**What is being asked:** Wherever "linecap" turns up in the entries, copy out the line that holds it.

**Task data:**

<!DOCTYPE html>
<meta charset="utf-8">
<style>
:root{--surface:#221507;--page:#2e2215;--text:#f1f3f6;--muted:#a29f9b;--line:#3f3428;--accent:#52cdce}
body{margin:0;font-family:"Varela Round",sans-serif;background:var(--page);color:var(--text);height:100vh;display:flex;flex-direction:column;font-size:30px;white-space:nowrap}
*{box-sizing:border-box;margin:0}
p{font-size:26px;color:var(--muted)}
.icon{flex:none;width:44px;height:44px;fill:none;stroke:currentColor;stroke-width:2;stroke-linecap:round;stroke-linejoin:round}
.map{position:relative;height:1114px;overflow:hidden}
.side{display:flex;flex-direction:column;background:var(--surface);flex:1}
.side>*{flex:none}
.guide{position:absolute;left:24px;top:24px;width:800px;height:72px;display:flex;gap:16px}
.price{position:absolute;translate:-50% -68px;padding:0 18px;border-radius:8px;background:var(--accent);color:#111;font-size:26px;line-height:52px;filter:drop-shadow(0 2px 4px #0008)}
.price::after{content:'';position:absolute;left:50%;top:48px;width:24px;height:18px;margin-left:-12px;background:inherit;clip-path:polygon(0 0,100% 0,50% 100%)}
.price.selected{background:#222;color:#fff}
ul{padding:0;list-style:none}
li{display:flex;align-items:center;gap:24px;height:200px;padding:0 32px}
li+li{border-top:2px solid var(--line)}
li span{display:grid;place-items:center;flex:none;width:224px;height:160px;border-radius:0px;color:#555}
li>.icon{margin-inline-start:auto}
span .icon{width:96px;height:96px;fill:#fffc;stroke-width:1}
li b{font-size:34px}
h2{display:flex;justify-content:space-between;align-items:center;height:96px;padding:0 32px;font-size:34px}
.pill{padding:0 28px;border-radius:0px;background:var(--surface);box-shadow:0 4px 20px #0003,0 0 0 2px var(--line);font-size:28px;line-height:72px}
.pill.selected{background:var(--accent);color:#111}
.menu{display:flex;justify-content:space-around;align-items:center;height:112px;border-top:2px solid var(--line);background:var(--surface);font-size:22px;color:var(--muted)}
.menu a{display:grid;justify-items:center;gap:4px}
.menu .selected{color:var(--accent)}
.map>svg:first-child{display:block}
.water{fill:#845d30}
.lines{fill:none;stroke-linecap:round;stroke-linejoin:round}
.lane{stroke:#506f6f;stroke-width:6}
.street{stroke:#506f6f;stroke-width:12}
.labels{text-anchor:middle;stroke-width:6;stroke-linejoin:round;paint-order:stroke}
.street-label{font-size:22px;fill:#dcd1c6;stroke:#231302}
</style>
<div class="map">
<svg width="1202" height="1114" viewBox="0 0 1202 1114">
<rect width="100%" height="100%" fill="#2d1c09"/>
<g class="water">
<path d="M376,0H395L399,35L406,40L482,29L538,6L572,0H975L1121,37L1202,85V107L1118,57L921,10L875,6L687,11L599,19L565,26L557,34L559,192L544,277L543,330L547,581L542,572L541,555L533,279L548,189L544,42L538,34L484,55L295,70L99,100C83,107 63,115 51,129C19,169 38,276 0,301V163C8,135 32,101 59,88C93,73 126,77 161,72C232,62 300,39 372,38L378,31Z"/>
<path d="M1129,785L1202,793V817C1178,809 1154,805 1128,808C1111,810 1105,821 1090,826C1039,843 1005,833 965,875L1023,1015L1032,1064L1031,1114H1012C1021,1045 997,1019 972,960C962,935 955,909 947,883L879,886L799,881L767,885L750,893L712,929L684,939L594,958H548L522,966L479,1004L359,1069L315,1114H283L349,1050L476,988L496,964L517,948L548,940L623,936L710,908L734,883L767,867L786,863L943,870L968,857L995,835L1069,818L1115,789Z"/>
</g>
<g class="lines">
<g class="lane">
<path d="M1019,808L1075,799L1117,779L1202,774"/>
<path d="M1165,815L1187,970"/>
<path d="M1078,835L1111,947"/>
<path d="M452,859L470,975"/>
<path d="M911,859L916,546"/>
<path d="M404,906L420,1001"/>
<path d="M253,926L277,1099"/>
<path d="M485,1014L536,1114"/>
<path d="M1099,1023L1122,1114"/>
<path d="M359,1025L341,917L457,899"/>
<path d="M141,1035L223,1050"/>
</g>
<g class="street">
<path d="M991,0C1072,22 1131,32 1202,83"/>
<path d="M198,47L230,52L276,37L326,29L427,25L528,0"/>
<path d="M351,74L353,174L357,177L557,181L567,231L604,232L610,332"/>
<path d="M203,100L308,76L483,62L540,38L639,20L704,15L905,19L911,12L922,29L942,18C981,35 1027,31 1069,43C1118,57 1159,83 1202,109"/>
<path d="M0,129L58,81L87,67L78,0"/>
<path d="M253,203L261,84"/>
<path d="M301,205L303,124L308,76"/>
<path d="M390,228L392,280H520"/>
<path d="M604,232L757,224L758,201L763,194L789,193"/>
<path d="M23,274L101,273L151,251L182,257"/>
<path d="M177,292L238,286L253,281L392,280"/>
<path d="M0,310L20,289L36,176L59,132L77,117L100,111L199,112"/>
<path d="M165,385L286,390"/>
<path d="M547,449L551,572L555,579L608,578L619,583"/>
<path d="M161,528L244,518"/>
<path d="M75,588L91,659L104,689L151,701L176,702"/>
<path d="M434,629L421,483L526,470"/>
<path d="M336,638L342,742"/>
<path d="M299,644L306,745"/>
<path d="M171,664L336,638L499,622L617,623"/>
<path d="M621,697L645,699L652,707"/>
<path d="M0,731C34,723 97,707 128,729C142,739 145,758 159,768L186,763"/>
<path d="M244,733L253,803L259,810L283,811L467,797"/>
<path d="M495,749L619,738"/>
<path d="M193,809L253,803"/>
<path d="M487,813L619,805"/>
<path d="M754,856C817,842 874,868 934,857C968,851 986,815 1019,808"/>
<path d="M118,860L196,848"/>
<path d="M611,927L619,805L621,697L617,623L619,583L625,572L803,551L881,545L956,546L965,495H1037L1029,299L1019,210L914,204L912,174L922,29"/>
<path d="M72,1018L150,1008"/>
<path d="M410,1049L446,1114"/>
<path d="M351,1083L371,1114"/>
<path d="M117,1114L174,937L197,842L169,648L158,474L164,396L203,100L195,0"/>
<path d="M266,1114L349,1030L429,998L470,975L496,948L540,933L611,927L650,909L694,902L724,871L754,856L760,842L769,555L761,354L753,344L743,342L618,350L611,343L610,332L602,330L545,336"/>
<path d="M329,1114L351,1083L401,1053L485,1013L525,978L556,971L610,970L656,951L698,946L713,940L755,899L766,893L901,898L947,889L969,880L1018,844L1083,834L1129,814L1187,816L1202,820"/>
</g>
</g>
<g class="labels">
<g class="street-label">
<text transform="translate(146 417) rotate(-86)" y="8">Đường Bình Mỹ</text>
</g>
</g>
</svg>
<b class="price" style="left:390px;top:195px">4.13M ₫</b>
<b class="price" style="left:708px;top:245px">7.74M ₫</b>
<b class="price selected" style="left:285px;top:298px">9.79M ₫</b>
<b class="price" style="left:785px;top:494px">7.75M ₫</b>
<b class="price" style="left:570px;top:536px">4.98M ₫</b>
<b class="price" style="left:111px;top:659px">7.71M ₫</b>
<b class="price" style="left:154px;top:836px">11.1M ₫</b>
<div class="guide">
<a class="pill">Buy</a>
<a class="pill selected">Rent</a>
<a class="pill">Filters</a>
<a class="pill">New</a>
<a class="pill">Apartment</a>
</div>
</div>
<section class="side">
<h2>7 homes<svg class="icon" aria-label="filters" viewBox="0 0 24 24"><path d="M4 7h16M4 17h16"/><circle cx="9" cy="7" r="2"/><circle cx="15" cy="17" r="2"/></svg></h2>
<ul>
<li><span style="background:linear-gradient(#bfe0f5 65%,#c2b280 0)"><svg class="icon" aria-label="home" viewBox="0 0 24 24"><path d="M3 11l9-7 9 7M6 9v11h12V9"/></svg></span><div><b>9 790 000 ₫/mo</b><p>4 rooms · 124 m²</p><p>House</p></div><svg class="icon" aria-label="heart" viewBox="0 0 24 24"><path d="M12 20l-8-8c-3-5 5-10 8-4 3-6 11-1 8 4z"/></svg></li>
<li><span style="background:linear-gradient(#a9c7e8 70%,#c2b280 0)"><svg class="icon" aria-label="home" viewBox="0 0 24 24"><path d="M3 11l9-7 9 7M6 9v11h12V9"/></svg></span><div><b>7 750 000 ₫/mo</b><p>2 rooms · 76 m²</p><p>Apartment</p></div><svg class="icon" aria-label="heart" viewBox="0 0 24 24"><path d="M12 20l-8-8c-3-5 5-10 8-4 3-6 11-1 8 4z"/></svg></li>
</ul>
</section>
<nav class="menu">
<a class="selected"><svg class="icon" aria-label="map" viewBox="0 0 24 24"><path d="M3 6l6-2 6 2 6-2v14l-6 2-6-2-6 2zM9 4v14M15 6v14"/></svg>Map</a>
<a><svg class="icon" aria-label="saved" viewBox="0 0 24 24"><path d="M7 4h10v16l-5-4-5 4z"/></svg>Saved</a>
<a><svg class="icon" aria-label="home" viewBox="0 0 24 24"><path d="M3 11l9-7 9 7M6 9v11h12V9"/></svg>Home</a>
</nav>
==
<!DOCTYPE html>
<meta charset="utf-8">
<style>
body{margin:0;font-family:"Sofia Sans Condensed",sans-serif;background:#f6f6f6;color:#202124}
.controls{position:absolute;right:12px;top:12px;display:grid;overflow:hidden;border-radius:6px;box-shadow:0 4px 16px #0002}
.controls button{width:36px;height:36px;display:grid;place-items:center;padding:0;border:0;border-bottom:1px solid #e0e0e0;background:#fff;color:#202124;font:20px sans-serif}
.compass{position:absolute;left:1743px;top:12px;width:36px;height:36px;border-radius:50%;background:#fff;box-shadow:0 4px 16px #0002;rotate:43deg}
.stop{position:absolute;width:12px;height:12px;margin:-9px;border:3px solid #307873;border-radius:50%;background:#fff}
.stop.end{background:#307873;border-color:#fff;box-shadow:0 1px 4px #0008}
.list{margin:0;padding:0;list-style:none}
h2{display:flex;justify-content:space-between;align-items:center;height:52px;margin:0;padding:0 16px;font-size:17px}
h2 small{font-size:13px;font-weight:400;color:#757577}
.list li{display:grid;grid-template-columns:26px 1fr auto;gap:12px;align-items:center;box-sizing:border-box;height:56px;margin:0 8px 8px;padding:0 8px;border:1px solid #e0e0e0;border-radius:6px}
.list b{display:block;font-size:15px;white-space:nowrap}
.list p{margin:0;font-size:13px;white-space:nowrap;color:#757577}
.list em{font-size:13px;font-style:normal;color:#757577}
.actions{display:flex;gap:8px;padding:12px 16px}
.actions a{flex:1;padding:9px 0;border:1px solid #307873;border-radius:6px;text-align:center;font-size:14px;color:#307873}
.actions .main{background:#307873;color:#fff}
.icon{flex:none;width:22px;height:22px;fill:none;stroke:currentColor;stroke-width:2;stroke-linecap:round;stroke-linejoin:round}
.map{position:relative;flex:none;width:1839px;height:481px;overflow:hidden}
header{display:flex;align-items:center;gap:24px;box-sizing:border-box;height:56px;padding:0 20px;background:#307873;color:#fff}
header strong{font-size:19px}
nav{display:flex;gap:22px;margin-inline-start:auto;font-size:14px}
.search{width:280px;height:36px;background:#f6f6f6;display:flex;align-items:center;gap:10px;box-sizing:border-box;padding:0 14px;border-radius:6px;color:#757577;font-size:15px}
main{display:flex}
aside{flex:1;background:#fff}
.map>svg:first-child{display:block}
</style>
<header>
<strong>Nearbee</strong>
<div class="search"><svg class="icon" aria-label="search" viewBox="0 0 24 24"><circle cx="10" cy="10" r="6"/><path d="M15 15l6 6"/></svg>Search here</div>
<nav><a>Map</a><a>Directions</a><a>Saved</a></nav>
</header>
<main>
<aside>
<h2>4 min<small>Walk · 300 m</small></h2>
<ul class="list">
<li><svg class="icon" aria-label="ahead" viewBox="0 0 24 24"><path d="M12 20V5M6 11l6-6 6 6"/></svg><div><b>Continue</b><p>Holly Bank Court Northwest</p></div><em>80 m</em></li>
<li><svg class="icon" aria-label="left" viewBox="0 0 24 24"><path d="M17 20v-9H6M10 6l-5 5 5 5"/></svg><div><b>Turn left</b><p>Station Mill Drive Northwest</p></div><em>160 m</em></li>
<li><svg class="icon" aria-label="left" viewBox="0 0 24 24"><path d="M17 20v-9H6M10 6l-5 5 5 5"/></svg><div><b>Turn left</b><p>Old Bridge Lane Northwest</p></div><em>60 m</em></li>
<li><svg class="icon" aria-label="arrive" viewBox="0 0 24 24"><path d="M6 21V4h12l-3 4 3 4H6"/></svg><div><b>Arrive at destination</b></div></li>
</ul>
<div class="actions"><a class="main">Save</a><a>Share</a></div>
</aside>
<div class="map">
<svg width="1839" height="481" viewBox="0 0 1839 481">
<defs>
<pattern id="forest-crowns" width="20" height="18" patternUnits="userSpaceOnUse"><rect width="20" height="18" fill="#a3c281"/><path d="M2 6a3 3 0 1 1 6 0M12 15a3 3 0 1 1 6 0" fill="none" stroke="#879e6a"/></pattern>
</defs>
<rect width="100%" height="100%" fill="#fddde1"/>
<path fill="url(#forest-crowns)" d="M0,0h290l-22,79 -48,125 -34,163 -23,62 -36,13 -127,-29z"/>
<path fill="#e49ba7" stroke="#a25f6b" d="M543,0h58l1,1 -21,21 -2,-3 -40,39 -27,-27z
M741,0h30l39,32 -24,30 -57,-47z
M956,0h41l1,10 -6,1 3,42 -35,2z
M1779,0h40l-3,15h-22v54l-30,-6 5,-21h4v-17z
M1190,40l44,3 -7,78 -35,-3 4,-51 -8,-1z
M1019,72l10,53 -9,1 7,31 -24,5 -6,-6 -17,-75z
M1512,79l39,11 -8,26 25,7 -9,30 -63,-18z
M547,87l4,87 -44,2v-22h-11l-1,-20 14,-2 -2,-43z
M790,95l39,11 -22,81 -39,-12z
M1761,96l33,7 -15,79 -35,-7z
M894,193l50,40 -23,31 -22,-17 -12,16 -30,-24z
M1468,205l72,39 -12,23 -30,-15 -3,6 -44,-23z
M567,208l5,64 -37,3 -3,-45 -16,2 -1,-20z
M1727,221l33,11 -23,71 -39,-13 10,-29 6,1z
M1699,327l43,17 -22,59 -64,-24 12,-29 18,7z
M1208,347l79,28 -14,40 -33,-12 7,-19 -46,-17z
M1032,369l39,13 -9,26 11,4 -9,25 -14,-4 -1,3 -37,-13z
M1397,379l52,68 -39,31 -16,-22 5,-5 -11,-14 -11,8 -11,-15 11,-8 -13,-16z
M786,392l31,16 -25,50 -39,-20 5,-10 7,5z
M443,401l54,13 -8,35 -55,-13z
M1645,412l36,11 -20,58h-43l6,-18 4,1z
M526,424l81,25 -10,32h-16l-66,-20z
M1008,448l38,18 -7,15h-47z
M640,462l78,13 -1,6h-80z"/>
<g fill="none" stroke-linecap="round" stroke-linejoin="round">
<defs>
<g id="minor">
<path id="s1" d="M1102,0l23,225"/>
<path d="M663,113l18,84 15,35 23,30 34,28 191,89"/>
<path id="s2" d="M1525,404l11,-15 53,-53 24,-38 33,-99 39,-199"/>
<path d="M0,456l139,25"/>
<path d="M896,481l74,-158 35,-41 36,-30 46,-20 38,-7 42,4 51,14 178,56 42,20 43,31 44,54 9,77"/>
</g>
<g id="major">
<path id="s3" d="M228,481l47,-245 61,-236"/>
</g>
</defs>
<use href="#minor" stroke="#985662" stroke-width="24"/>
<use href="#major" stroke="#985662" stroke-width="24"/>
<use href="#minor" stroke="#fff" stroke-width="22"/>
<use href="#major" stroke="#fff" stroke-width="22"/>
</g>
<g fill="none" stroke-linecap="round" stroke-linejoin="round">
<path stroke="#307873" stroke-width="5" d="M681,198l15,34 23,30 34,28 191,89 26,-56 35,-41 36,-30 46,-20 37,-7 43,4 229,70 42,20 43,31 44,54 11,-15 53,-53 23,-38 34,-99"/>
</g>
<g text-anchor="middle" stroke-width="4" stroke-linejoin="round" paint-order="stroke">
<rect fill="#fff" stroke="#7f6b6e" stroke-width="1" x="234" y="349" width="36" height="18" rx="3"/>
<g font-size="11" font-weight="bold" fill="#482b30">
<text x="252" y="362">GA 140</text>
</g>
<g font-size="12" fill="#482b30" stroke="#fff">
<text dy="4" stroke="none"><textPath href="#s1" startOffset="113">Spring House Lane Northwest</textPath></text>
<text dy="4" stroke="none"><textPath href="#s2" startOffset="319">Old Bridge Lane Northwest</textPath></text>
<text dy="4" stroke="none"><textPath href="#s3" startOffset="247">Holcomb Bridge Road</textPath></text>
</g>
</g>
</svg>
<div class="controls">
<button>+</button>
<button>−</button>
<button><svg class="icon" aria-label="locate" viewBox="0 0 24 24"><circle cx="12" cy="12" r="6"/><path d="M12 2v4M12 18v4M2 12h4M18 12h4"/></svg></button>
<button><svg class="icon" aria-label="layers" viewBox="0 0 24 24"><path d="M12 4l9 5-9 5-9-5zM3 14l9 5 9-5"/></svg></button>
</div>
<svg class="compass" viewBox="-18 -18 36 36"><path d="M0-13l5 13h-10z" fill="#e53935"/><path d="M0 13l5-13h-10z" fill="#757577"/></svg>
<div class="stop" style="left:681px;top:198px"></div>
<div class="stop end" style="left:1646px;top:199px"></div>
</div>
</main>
==
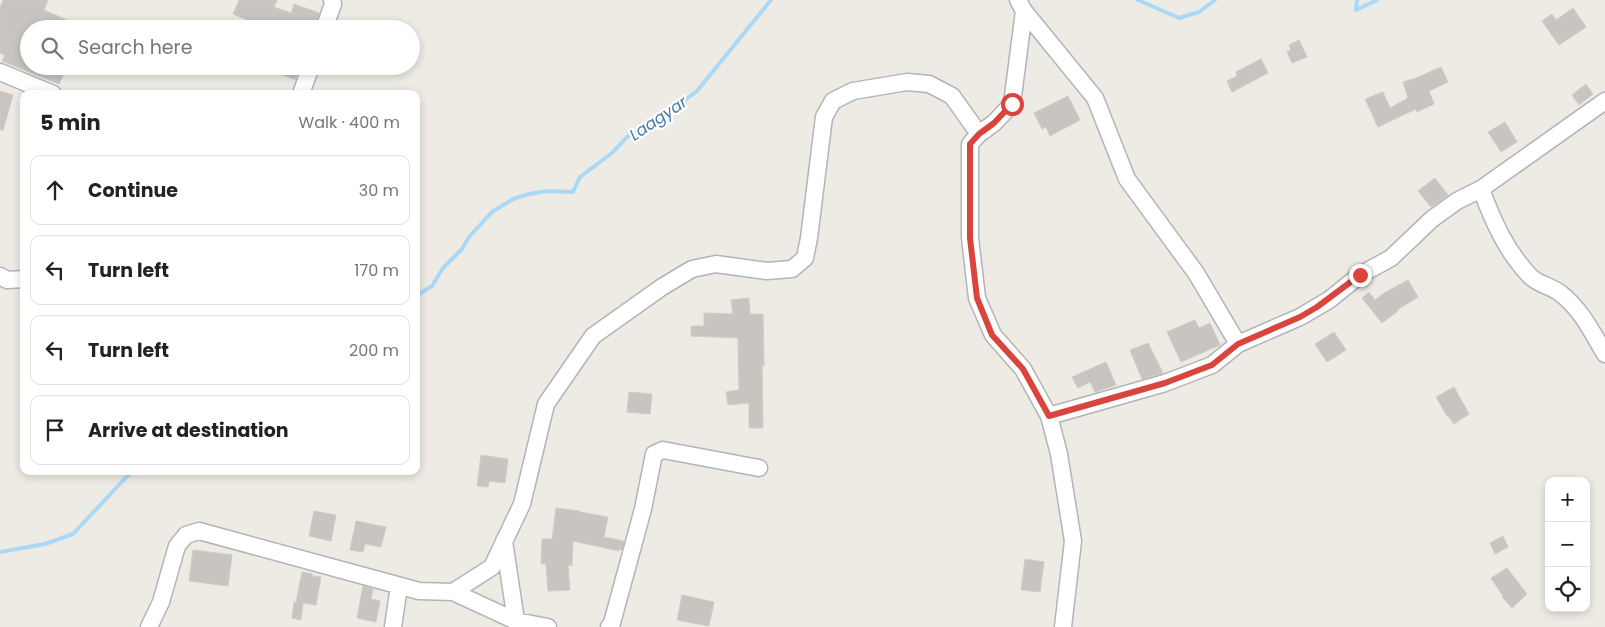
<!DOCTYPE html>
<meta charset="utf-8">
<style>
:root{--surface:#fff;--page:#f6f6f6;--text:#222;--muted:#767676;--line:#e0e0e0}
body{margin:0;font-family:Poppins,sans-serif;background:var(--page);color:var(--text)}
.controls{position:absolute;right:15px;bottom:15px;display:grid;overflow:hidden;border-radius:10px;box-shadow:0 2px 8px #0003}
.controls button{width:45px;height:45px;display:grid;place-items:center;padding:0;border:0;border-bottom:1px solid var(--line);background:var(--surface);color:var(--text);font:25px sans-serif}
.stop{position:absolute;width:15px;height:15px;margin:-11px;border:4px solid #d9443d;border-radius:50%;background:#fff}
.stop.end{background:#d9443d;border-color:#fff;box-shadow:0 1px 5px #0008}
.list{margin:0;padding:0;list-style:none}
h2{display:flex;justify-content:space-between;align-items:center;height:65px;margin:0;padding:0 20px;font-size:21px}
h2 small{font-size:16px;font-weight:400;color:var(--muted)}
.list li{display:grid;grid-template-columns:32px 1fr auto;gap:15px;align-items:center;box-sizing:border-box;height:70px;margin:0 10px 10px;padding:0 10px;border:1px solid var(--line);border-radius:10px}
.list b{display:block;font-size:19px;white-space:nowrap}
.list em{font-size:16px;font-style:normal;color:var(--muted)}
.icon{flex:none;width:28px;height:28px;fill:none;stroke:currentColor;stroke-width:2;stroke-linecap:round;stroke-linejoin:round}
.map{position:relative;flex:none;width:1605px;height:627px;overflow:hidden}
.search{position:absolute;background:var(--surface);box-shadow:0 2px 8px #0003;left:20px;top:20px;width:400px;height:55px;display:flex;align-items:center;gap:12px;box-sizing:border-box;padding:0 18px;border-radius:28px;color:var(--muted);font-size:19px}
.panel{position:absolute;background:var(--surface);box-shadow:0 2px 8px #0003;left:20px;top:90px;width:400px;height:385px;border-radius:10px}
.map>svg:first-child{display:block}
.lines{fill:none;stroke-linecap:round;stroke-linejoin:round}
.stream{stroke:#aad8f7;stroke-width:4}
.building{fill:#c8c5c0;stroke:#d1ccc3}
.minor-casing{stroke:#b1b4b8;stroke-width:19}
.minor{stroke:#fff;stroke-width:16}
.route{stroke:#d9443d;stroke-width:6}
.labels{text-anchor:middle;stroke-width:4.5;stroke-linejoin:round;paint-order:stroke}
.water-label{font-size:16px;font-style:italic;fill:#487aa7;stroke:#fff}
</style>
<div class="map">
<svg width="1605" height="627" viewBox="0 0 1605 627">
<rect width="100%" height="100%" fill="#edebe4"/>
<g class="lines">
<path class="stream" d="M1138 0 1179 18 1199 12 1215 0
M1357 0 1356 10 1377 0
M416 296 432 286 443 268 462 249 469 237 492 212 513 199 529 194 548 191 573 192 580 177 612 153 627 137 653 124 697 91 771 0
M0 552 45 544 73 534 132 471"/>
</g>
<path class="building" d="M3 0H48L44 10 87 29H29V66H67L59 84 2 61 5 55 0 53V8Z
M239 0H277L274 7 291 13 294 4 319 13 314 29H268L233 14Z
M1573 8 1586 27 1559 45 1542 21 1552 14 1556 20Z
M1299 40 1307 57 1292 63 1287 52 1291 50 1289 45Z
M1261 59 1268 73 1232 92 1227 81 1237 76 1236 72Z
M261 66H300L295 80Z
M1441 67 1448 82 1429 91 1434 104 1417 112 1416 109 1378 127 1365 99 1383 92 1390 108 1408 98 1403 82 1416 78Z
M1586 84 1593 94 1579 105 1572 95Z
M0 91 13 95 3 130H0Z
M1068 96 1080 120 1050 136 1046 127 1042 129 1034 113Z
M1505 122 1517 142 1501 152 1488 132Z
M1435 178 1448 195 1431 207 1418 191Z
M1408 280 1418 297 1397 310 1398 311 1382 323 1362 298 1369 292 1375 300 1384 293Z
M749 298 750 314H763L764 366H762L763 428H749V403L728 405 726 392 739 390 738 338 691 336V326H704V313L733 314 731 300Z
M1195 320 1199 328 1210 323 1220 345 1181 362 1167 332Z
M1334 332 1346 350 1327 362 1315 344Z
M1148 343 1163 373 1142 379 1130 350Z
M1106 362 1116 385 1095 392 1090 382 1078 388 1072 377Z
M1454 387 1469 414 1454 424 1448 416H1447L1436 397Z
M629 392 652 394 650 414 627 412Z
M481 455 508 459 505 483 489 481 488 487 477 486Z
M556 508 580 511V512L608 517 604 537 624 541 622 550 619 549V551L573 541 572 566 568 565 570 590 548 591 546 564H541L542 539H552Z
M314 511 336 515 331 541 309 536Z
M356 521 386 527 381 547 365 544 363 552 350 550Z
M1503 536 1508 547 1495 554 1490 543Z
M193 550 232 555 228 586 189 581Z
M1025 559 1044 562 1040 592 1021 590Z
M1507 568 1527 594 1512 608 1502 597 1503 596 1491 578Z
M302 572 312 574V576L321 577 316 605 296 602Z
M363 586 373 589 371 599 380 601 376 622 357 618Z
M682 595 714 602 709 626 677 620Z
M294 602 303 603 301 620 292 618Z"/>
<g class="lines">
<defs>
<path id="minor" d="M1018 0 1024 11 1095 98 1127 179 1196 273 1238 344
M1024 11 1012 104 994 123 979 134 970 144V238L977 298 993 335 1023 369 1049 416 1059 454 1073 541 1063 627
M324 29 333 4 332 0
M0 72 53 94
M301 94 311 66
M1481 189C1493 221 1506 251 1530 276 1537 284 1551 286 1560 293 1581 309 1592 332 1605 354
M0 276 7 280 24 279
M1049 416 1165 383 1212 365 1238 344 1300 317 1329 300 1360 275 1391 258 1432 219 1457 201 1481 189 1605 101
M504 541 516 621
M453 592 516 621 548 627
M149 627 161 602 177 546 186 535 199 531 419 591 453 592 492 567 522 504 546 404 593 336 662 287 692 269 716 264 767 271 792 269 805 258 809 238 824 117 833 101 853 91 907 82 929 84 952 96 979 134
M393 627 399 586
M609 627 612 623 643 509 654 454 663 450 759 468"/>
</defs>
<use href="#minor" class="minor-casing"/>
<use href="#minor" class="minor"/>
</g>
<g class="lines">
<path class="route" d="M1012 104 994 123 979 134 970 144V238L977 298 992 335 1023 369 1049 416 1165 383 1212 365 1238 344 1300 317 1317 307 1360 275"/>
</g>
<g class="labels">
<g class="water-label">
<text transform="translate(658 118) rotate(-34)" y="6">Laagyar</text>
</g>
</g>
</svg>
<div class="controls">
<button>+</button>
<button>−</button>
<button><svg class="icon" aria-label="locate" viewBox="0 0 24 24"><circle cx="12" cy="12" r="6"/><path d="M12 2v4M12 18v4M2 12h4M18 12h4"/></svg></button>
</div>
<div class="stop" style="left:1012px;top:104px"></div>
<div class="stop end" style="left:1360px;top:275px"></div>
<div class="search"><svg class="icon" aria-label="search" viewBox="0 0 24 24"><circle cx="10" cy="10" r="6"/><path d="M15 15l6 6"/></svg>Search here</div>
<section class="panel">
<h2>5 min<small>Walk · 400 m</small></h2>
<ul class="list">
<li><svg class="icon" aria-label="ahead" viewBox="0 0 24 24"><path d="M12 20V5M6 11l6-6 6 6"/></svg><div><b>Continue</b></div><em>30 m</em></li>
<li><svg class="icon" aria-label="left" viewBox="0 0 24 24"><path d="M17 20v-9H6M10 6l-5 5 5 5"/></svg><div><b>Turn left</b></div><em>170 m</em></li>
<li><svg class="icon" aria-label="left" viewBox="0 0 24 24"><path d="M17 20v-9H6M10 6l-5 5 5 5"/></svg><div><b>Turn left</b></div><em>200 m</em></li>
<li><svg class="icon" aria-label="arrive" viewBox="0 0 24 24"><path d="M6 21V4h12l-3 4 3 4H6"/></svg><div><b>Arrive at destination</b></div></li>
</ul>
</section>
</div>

**Answer for this exercise:**
.icon{flex:none;width:44px;height:44px;fill:none;stroke:currentColor;stroke-width:2;stroke-linecap:round;stroke-linejoin:round}
.lines{fill:none;stroke-linecap:round;stroke-linejoin:round}
.icon{flex:none;width:22px;height:22px;fill:none;stroke:currentColor;stroke-width:2;stroke-linecap:round;stroke-linejoin:round}
<g fill="none" stroke-linecap="round" stroke-linejoin="round">
<g fill="none" stroke-linecap="round" stroke-linejoin="round">
.icon{flex:none;width:28px;height:28px;fill:none;stroke:currentColor;stroke-width:2;stroke-linecap:round;stroke-linejoin:round}
.lines{fill:none;stroke-linecap:round;stroke-linejoin:round}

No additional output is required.